→ **Exercise instructions**:
Nothing but the pictures may be left out. Restate the rest of the entries word for word.

((

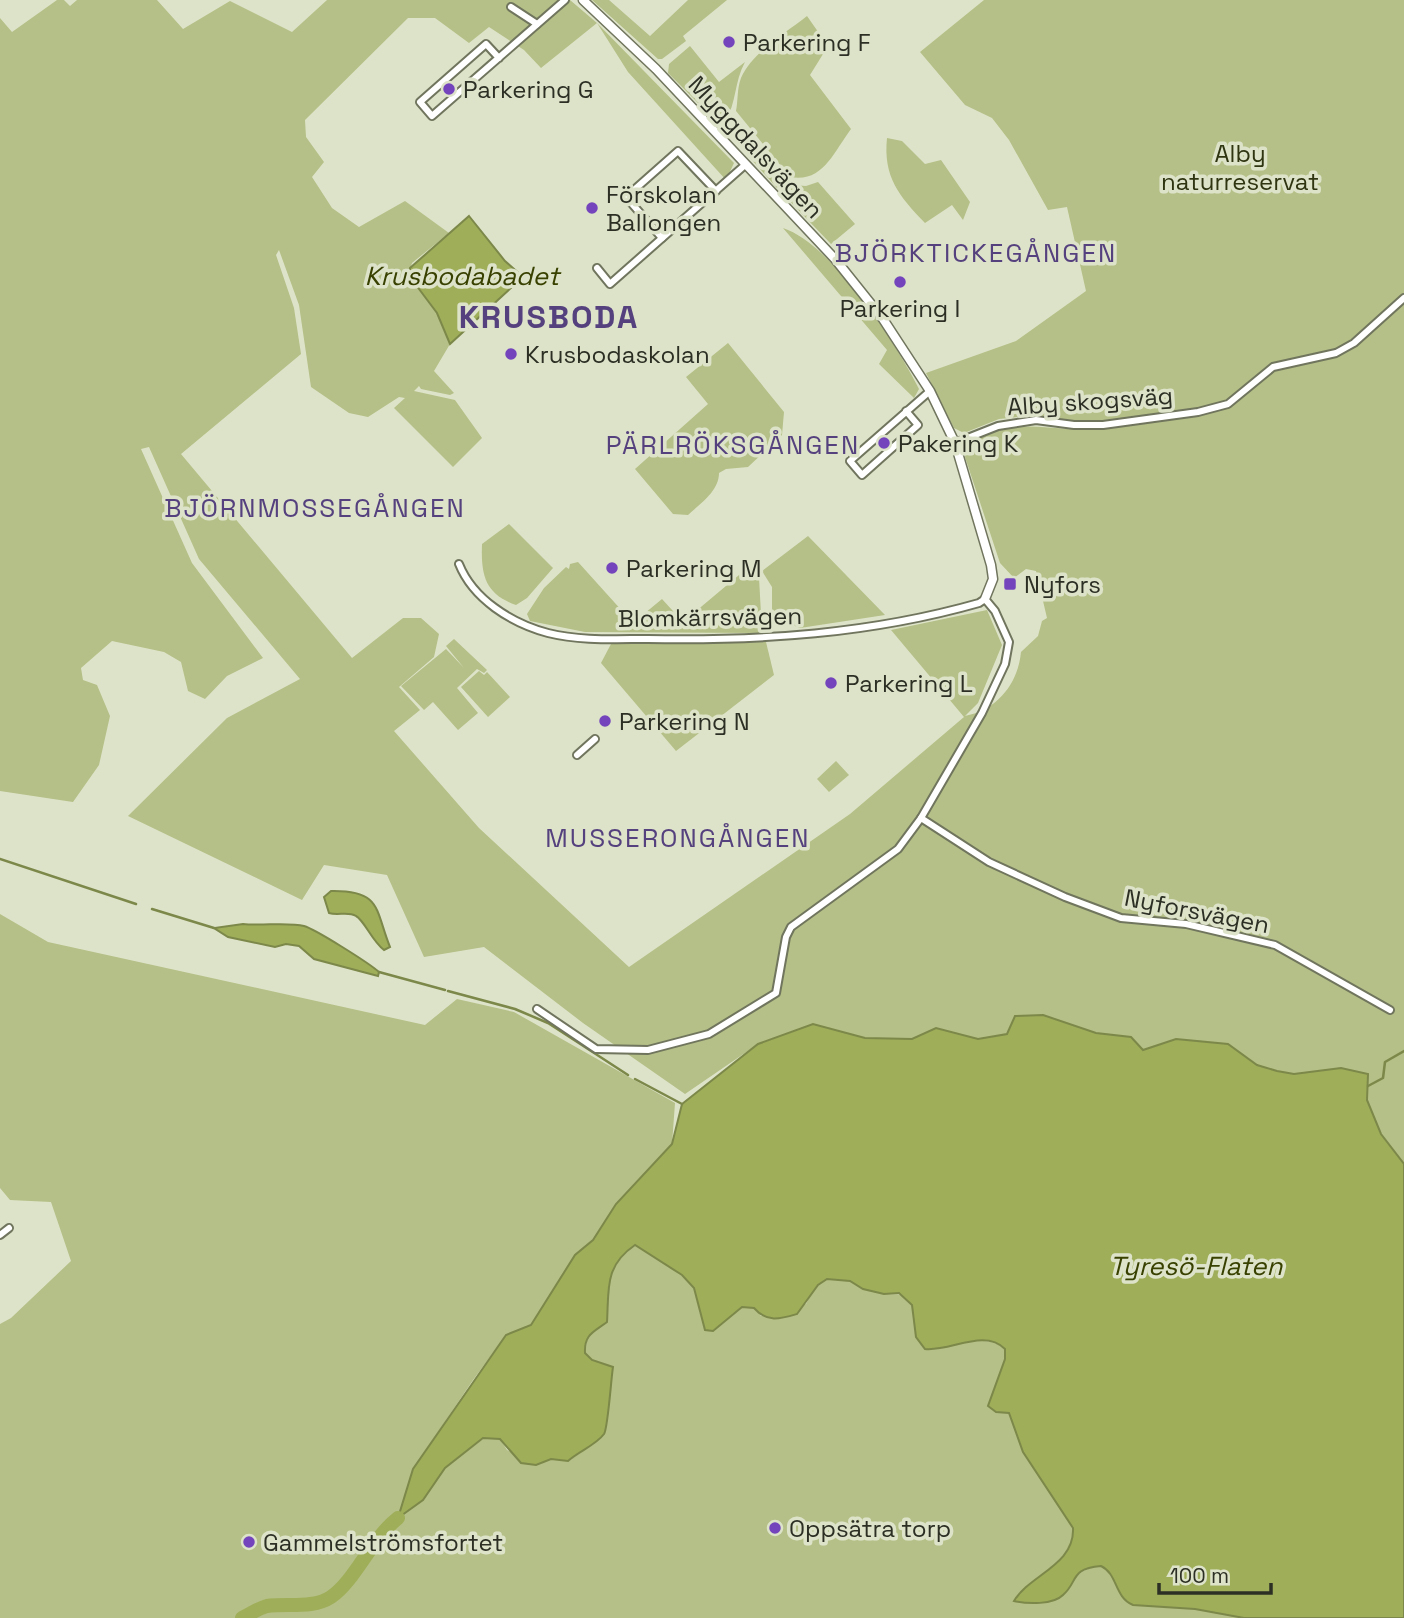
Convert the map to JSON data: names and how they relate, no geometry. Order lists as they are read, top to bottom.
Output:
{
  "streets": {
    "street": [
      "Myggdalsvägen",
      "Alby skogsväg",
      "Blomkärrsvägen",
      "Nyforsvägen"
    ]
  },
  "crossings": [
    ["Myggdalsvägen", "Alby skogsväg"],
    ["Myggdalsvägen", "Blomkärrsvägen"]
  ],
  "districts": [
    "BJÖRKTICKEGÅNGEN",
    "KRUSBODA",
    "PÄRLRÖKSGÅNGEN",
    "BJÖRNMOSSEGÅNGEN",
    "MUSSERONGÅNGEN"
  ],
  "water": ["Krusbodabadet", "Tyresö-Flaten"],
  "parks": ["Alby naturreservat"],
  "places": {
    "other": [
      "Parkering F",
      "Parkering G",
      "Förskolan Ballongen",
      "Parkering I",
      "Krusbodaskolan",
      "Pakering K",
      "Parkering M",
      "Parkering L",
      "Parkering N",
      "Oppsätra torp",
      "Gammelströmsfortet"
    ],
    "transit": ["Nyfors"]
  },
  "scale_bar": "100 m"
}
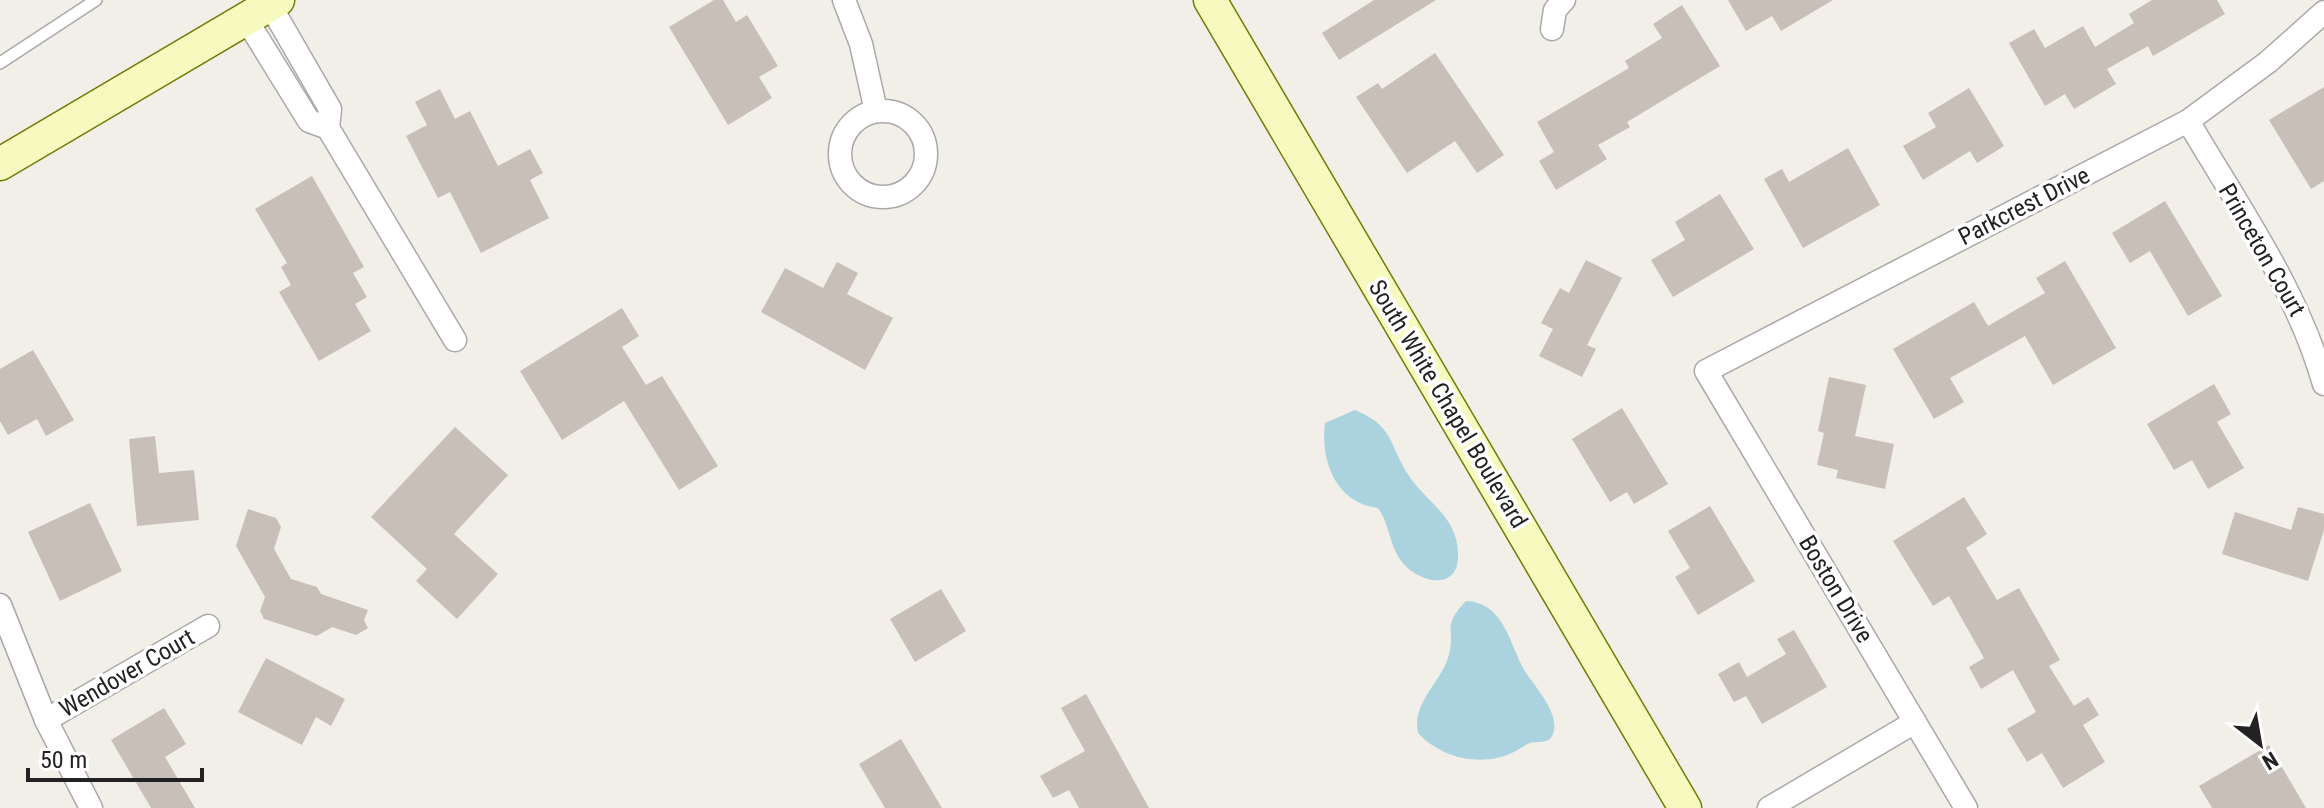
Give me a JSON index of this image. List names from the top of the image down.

))

→ **Task solution**:
Convert the map to JSON data: names and how they relate, no geometry. Order lists as they are read, top to bottom.
Output:
{
  "streets": {
    "street": [
      "Myggdalsvägen",
      "Alby skogsväg",
      "Blomkärrsvägen",
      "Nyforsvägen"
    ]
  },
  "crossings": [
    ["Myggdalsvägen", "Alby skogsväg"],
    ["Myggdalsvägen", "Blomkärrsvägen"]
  ],
  "districts": [
    "BJÖRKTICKEGÅNGEN",
    "KRUSBODA",
    "PÄRLRÖKSGÅNGEN",
    "BJÖRNMOSSEGÅNGEN",
    "MUSSERONGÅNGEN"
  ],
  "water": ["Krusbodabadet", "Tyresö-Flaten"],
  "parks": ["Alby naturreservat"],
  "places": {
    "other": [
      "Parkering F",
      "Parkering G",
      "Förskolan Ballongen",
      "Parkering I",
      "Krusbodaskolan",
      "Pakering K",
      "Parkering M",
      "Parkering L",
      "Parkering N",
      "Oppsätra torp",
      "Gammelströmsfortet"
    ],
    "transit": ["Nyfors"]
  },
  "scale_bar": "100 m"
}
Give me a JSON index of this image. List names from the top of the image down.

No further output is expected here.